It is common knowledge that Pompeii was razed from the surface of the earth following the volcanic explosion of the Vesuvius in 79 AD, but the sudden end of Selinunte in Sicily is not less spectacular – yet unknown till now.
Selinunte originally was allied with Carthage, but after the battle of Himera (see: The Battle of Himera, a major confrontation) in 480 BC they sought the protection of Syracuse. Yet the situation in Sicily was never stable and like Selinunte other cities kept changing sides, at times with the Carthaginians and at other times against them. One such situation developed in the late 5th century BC when after a nine-day siege, Hannibal utterly destroyed Selinunte slaughtering 16,000 inhabitants and soldiers, and enslaving the 5,000 male survivors as well as many thousands of women and children. From one day to the next, the thriving city was entirely deserted.
Recent excavations have shed some light on the sudden disappearance of Selinunte. Archaeologists have found half-eaten remains of meals abandoned by the people as bowls with food residues were unearthed. Besides, they have also discovered dozens of unfired ceramic tiles and pots abandoned by the terrified workers before they could put them in the kilns. Whereas the city of Pompeii disappeared nearly overnight under a thick layer of volcanic ash, Selinunte gradually was covered beneath a thick coat of dust and earth.
Thanks to the wonders of modern geophysical techniques, it was possible to investigate the terrain and so far 2,500 of Selinunte’s houses have been identified, lining up alongside its streets, around its harbor and even inside its busy industrial zone. What’s more, we are able for the first time to have a detailed comprehensive plan of a Greek city from the classical era, where until now we only had scant and fragmentary impressions. Thanks to this study, scholars have been able to count the exact number of houses in the city and this, in turn, led to determine its population. Since even the industrial zone has been preserved, it is now possible to determine its interaction with the residential area.
No less than eighty kilns have been located so far and that includes very large ones where thousands of roof tiles and large ceramic amphorae were produced. Another dozen of kilns was dedicated to the production of giant ceramic food vessels and ceramic coffins. The smaller kilns were used to make smaller pieces like tableware, loom-weights and statuettes of the gods. Among some of the pottery-making tools traces of paint were also identified. It has been established that the potters had a place of worship for their own gods like Athena who protected the workers, Artemis who assisted in childbirth, Demeter as the goddess of fertility and harvest, and even upper mighty Zeus.
It is hard to imagine the hustle and bustle of Selinunte’s harbor and industrial zone. Special attention will now be turned towards exposing the foundations of the large warehouses that once stood there. Excavations of the shops and the houses around the agora revealed that ships and goods from all over the Mediterranean moored here. So far, pottery, glass and bronze ware from countries like Egypt, Turkey, southern France and northern Italy have been found. Selinunte’s own production in 409 BC, for instance, is estimated to have reached an annual amount of some 300,000 ceramic artefacts. It has been calculated that less than 20% of these vessels were used by the citizens themselves, the remainder evidently was destined to shipping their rich harvests of agricultural produce like wheat and olives.

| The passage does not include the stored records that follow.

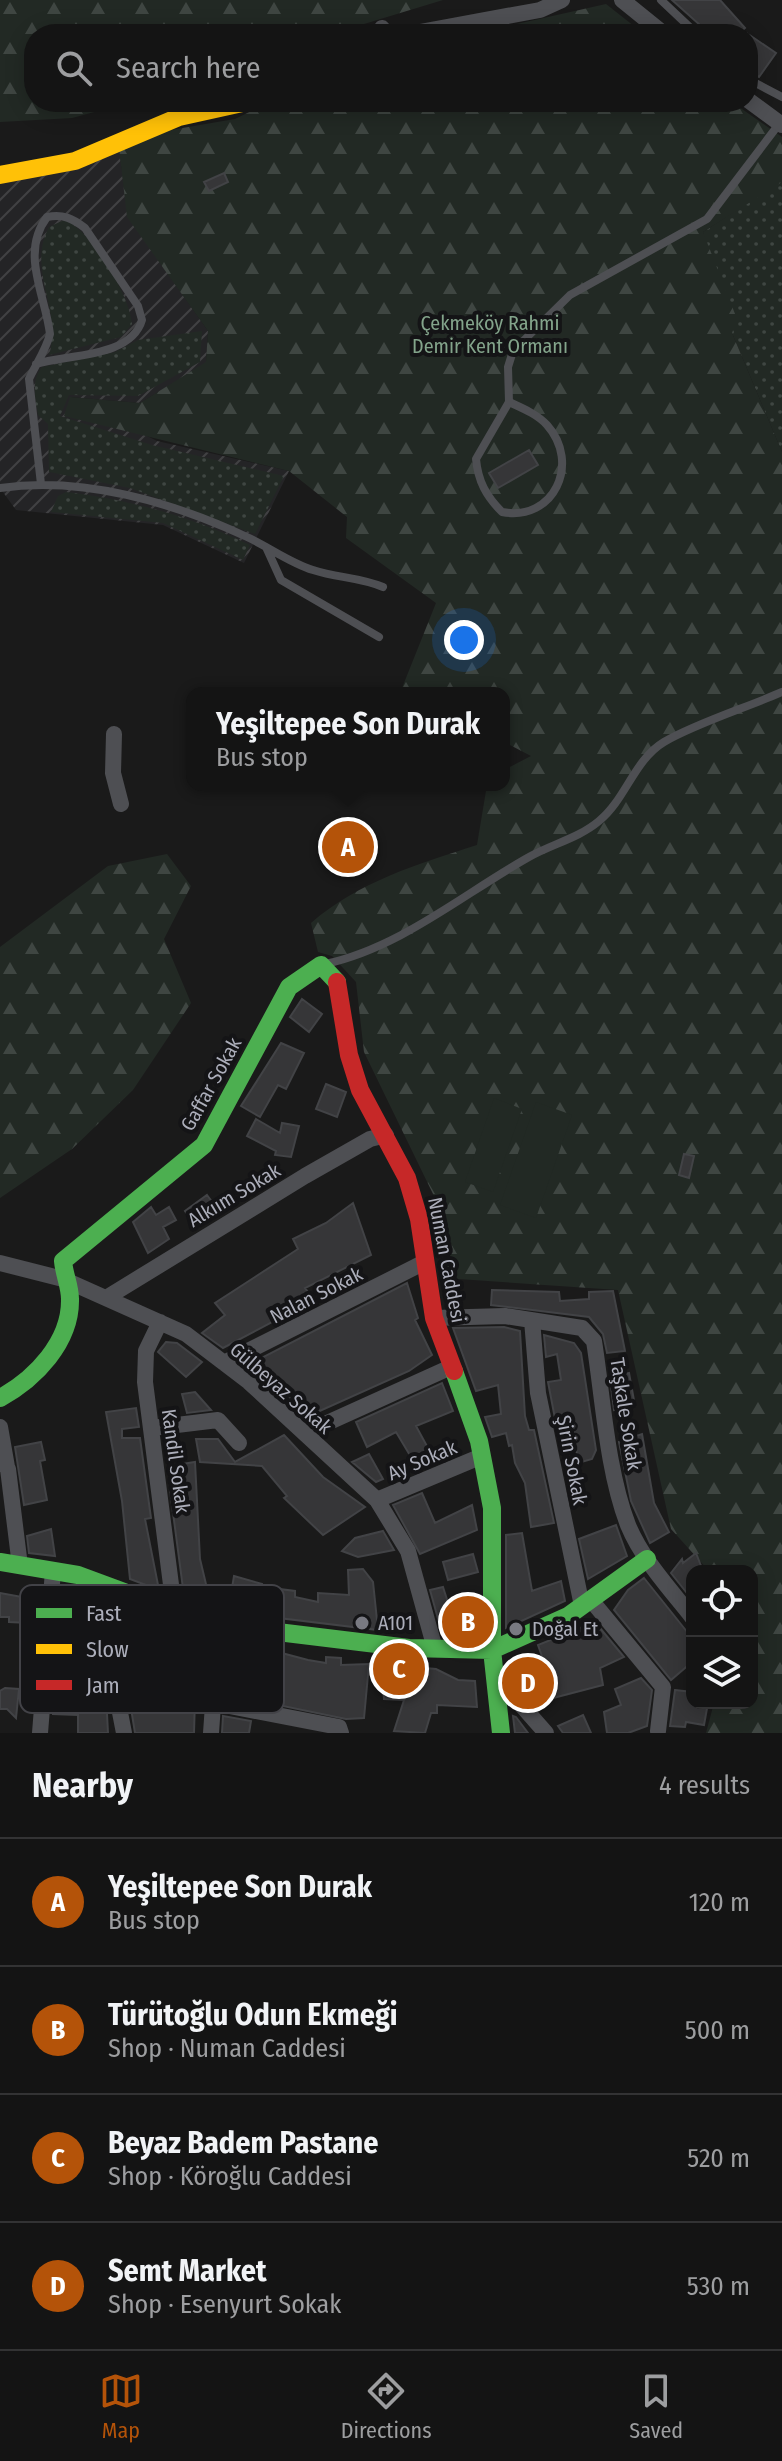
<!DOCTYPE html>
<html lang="en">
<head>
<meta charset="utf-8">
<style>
	body { margin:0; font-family:"Fira Sans Condensed",sans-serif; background:#1d1d1d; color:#f1f3f6 }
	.controls { position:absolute; right:24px; bottom:24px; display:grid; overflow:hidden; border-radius:16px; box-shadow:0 4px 20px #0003 }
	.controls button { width:72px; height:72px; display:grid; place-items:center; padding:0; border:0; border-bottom:2px solid #333334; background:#141414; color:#f1f3f6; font:40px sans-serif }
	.you { position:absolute; left:464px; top:640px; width:28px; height:28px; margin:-20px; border:6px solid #fff; border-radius:50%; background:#1a73e8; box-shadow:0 0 0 12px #1a73e833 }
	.badge { display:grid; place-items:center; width:52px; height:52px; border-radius:50%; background:#b45309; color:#fff; font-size:26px; font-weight:700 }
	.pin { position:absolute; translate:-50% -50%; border:4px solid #fff; box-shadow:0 2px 8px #0006 }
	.popup { position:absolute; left:186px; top:687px; width:324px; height:104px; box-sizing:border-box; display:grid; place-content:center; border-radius:16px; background:#141414; filter:drop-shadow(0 2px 6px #0005); font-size:26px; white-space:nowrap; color:#9d9ea0 }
	.popup b { font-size:30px; color:#f1f3f6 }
	.popup::after { content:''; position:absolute; left:50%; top:100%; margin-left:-16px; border:16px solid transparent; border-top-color:#141414 }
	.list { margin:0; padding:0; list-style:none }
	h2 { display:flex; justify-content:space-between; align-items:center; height:104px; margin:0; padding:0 32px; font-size:34px }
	h2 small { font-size:26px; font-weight:400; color:#9d9ea0 }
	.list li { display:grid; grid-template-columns:52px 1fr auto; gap:24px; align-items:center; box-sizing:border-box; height:128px; padding:0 32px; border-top:2px solid #333334 }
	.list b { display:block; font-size:30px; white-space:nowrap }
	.list p { margin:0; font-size:26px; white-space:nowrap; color:#9d9ea0 }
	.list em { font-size:26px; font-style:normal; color:#9d9ea0 }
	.icon { flex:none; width:44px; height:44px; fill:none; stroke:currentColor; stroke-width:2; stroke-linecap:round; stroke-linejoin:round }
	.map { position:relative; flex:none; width:782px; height:1733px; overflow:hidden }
	.search { position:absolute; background:#141414; box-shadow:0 4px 20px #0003; left:24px; right:24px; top:24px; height:88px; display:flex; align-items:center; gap:20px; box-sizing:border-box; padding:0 28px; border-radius:32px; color:#9d9ea0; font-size:30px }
	.sheet { height:616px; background:#141414 }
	nav { display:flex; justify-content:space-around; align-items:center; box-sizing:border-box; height:112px; border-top:2px solid #333334; background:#141414; font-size:22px; color:#9d9ea0 }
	nav a { display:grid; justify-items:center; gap:4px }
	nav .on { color:#b45309 }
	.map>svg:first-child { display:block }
	.industrial { fill:url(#industrial-furrows) }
	.grass { fill:url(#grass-dots) }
	.forest { fill:url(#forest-firs) }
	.pitch { fill:#222924 }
	.building { fill:#363638; stroke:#424346; stroke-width:2 }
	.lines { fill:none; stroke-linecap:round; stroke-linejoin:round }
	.lane { stroke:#4e4f53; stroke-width:8 }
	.street { stroke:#4e4f53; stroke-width:16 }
	.fast { stroke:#4caf50; stroke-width:18 }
	.slow { stroke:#ffc107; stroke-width:18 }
	.jam { stroke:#c62828; stroke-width:18 }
	.poi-dot { fill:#797a82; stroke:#141416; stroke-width:3 }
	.labels { text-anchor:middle; stroke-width:8; stroke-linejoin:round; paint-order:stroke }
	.park-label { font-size:20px; fill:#83a48b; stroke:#141416 }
	.street-label { font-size:20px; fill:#acaeba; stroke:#141416 }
	.poi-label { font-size:20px; fill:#acaeba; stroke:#141416; text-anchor:start }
	.key { fill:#141416; stroke:#424247; stroke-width:2 }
	.key-label { font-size:22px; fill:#acaeba }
</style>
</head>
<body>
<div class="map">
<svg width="782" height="1733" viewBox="0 0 782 1733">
	<defs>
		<pattern id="industrial-furrows" width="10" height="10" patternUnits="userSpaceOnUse" patternTransform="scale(2)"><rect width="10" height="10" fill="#242426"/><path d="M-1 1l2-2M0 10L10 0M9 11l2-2" fill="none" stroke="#414143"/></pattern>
		<pattern id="grass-dots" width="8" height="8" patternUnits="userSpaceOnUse" patternTransform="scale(2)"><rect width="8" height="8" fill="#222924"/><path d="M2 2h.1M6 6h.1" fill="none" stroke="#3f4642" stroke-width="1.8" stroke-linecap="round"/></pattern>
		<pattern id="forest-firs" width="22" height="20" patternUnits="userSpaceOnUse" patternTransform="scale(2)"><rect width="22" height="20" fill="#222924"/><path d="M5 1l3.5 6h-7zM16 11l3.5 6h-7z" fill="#3f4642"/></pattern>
	</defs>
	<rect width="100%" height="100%" fill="#1a1a1a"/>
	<!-- industrial -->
	<path class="industrial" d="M119,148L128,217L208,331L206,363L140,403L70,397L157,441L289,471L244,563L163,525L16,510L0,488V180Z"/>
	<!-- grass -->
	<path class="grass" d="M782,181V452L732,333L703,232Z
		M64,220C91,229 130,296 132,324L121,337L49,355C63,310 26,270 49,227Z
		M202,331L200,362L138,396L69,395L60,416L152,445L284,476L255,534L130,488L49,472L48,424L38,415C35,399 31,380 42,367L115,352L138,340Z
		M66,492C131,500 190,516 250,545L243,560L163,523L51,512L58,496Z"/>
	<!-- forest -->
	<path class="forest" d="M0,0H443L331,34H34V102H131L72,118L0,122Z
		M606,4L644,34H471L486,31Z
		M270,102H732L782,137V182L703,232L737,319L732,333L782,452V1733H706L714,1703H752V1571H709L671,1529L618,1290L444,1278L434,1196L364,1052L356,982L332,956L318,952L311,923C358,882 418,864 477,845L487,785H504V770L531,756L504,742V693H400L436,603L346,538L347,517L289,471L64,416L70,397L140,403L206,362L208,331L127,217L119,148L165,131L235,119Z
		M167,854L191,886L164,939L191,1003L133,1090L72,1149L0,1198V947L108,866Z"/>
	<!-- pitch -->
	<path class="pitch" d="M494,1098L522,1109L493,1192L465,1182Z
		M536,1102L572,1115L536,1218L500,1205Z"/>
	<!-- building -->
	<path class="building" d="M672,0H720L745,28L738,34H710Z
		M748,34L776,53L759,77L748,71Z
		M224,173L228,182L209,191L204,182Z
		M529,450L538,465L498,488L489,473Z
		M302,999L322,1014L309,1032L290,1017Z
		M281,1043L304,1053L286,1089L278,1085L260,1117L241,1106Z
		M326,1084L346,1092L337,1117L316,1109Z
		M256,1119L280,1133L282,1123L299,1126L291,1157L275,1155L276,1151L247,1136Z
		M684,1154L694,1156L689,1178L679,1175Z
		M207,1195L219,1211L196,1227L185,1211Z
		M353,1203L371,1255L305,1288L314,1300L223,1348L202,1333L225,1315L215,1303L298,1249L293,1239L326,1223Z
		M151,1207L156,1215L169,1207L176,1220L163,1227L169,1239L148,1253L133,1222Z
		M407,1283L418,1318L415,1320L432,1355L409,1371L304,1418L246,1366Z
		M492,1290L559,1292L560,1301L589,1299V1292L613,1291L625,1351L607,1353L603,1334L589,1317L491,1305Z
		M504,1327L520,1331L525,1416L529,1430H534L554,1523L531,1527L525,1483L515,1463L512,1445L509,1446L506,1433L492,1437L485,1417L501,1414L498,1385L476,1391L453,1328Z
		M544,1335L574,1343L581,1353L596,1450L592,1459L578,1463L576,1448L561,1450L548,1382L561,1380L557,1354L546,1357Z
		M166,1342L177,1343L202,1362L186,1377L158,1352Z
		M629,1373L635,1406L614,1410L610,1378Z
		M442,1383L453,1411L416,1426L434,1459L417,1467L396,1432L367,1447L356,1422Z
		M195,1392L211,1410L187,1413L182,1394Z
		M136,1408L139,1427L122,1429V1438H140L151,1518L145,1519L159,1590L130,1579L122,1501L106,1412Z
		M642,1434L654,1503L669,1532L650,1543L631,1501L619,1442Z
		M284,1435L323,1477L365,1507L323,1535L284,1498L287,1496L262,1466L200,1462L196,1439H218L235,1462Z
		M41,1442L45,1460L40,1461L47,1500L24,1505L15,1447Z
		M369,1454L383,1479L376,1482L352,1462Z
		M195,1462L200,1559L210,1601L184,1596L170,1490H174L169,1466Z
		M422,1493L435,1523L472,1505L477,1530L420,1554L393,1505Z
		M616,1525L627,1556L588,1579L579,1539Z
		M51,1529L55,1556L29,1553L27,1536Z
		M383,1531L394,1550L358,1557L342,1551L355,1538Z
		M522,1533L532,1591L561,1581L565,1601L506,1628V1535Z
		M696,1553L703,1571H692L690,1597L671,1573L682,1559L683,1563Z
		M473,1554L478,1572L448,1580L443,1562Z
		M363,1569L373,1582L378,1630L279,1618V1589L295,1591V1597L318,1602V1593L349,1595L348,1570Z
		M234,1576L262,1584L257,1609L230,1600Z
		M644,1578L692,1638V1662L671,1680L614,1610L628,1590Z
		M63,1587L163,1623L173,1660L185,1658L182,1630L205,1635L198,1676L59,1629Z
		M443,1587L451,1612L475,1604L478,1626L442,1633L430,1590Z
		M0,1593L33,1599L29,1623L9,1622V1617H0Z
		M595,1622L624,1657L600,1668L603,1685L534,1703L518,1675L544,1662L538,1645Z
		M229,1639L308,1660L326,1663V1657L341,1658V1665L369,1664L364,1718L346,1719L225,1694Z
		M57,1656L85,1664L82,1688L106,1694L108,1733H78V1715L53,1714Z
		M381,1664L436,1669L458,1680L475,1681L477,1707L437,1705V1713H431L425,1733L394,1731L404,1700L384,1699Z
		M133,1677L195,1698L194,1733H135L129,1696Z
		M641,1678L652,1690L647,1726L628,1733H607L604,1712L621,1705L615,1689Z
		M5,1688L19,1689L16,1718L7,1709H0V1691Z
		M675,1690L692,1692V1703H708L704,1725L686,1722L685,1727L670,1726Z
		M583,1715L591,1733H563L558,1726Z
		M223,1716L251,1721L249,1733H222Z
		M513,1716L516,1717L528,1733H515Z"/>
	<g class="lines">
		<!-- lane -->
		<path class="lane" d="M661,0L697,34
			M748,79L782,97
			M36,364C68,354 131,358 142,320L138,306L85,228C72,218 63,214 47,217C20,253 45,294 50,334C46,350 36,364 29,379L41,484
			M509,402C522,408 537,414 547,425C581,463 554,522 502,512C486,496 478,481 476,459L509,402L508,367L513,351L570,295L707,219L779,124
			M0,488C83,476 172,502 247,537C269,547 290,563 313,570C337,578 359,577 383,587
			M266,547L281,580L379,637
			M325,964C400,948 463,894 529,857C552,844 579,838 599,821C626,799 634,760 664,742C694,724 748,707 782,692"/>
		<!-- street -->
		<path class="street" d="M622,0L664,34
			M382,28L387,34
			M409,34L540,10L562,0
			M748,100L782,125
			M114,734L113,773L121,804
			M0,1263L63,1279L186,1334L249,1382L377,1500L408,1551L435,1649
			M106,1298L305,1176L370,1139L386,1135
			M434,1318L505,1316L582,1328L594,1341C603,1398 607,1471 628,1525C642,1559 670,1589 692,1617
			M532,1320L538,1393L582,1606
			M160,1322L146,1351L145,1382L174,1608
			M224,1363L425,1262
			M0,1427L7,1467
			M152,1428L218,1420L239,1443
			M305,1433L451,1367
			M0,1459L8,1469L20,1566
			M377,1500L482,1456
			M591,1600L663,1687L658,1731
			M48,1637L214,1693
			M494,1674L546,1733
			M214,1703L339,1727L341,1733
			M40,1733L53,1571
			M124,1733L117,1697L125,1663
			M211,1733L219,1620"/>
		<!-- fast -->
		<path class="fast" d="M454,1371L479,1441L492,1508V1650L501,1733
			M0,1398C35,1379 71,1342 70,1299C70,1286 64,1274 63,1261L204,1145L289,987L321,965L337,982
			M0,1562L78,1575L151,1602L253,1629L409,1648L492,1650L568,1616L647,1559"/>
		<!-- slow -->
		<path class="slow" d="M0,175L75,161L179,117L247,102"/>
		<!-- jam -->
		<path class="jam" d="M337,982L349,1055L360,1090L407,1178L419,1219L434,1318L454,1371"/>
	</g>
	<!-- markers -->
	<g class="poi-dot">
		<circle cx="362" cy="1623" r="8"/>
		<circle cx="516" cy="1629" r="8"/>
	</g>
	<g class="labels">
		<!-- park labels -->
		<g class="park-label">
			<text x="490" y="330">Çekmeköy Rahmi<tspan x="490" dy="23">Demir Kent Ormanı</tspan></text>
		</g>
		<!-- street labels -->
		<g class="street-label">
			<text transform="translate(211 1084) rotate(-61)" y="7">Gaffar Sokak</text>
			<text transform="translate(234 1195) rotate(-31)" y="7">Alkıım Sokak</text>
			<text transform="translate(447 1260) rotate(79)" y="7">Numan Caddesi</text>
			<text transform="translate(316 1295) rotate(-27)" y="7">Nalan Sokak</text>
			<text transform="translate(281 1388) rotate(41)" y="7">Gülbeyaz Sokak</text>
			<text transform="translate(626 1414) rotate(81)" y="7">Taşkale Sokak</text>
			<text transform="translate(422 1460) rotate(-23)" y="7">Ay Sokak</text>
			<text transform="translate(572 1460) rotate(79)" y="7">Şirin Sokak</text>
			<text transform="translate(176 1461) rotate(82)" y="7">Kandil Sokak</text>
		</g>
		<!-- poi labels -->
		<g class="poi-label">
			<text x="378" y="1630">A101</text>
			<text x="532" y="1636">Doğal Et</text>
		</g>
	</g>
	<!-- legend -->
	<rect x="20" y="1585" width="264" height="128" rx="12" class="key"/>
	<rect x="36" y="1608" width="36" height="10" fill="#4caf50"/>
	<rect x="36" y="1644" width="36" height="10" fill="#ffc107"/>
	<rect x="36" y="1680" width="36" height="10" fill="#c62828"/>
	<g class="key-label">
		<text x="86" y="1621">Fast</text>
		<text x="86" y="1657">Slow</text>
		<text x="86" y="1693">Jam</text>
	</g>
</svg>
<div class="controls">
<button><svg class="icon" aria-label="locate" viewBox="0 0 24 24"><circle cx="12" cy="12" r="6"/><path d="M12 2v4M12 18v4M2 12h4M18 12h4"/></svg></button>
<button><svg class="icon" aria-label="layers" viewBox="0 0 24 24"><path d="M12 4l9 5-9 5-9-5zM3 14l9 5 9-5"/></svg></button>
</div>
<div class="you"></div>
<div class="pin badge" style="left:348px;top:847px">A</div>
<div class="popup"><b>Yeşiltepee Son Durak</b>Bus stop</div>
<div class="pin badge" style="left:468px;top:1622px">B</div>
<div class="pin badge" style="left:399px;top:1669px">C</div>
<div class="pin badge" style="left:528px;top:1683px">D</div>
<div class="search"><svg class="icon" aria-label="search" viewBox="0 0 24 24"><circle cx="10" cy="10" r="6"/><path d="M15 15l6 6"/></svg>Search here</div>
</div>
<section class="sheet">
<h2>Nearby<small>4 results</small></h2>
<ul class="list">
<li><span class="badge">A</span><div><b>Yeşiltepee Son Durak</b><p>Bus stop</p></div><em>120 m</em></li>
<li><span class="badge">B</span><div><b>Türütoğlu Odun Ekmeği</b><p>Shop · Numan Caddesi</p></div><em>500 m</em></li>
<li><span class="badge">C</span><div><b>Beyaz Badem Pastane</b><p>Shop · Köroğlu Caddesi</p></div><em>520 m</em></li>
<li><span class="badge">D</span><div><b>Semt Market</b><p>Shop · Esenyurt Sokak</p></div><em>530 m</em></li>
</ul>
</section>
<nav>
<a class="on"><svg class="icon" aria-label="map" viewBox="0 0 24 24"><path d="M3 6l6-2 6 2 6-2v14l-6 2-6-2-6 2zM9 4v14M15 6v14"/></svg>Map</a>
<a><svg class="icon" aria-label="directions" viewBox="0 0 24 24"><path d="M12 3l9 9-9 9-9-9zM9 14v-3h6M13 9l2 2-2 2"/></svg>Directions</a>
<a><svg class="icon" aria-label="saved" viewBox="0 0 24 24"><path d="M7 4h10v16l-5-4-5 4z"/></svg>Saved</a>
</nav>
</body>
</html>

In my earlier blog about Selinunte (see: More temples in Sicily to be proud of) I only spoke about the temples which, since they had not been closely identified where simply referred to by a letter. These temples were mainly disturbed by successive earthquakes or partially plundered as their building stones were reused for other structures over the centuries. There was indeed a lot of rubble laying around although a first effort was made to clear the layout of the city and its main street now revealing a number of shops (in 2014).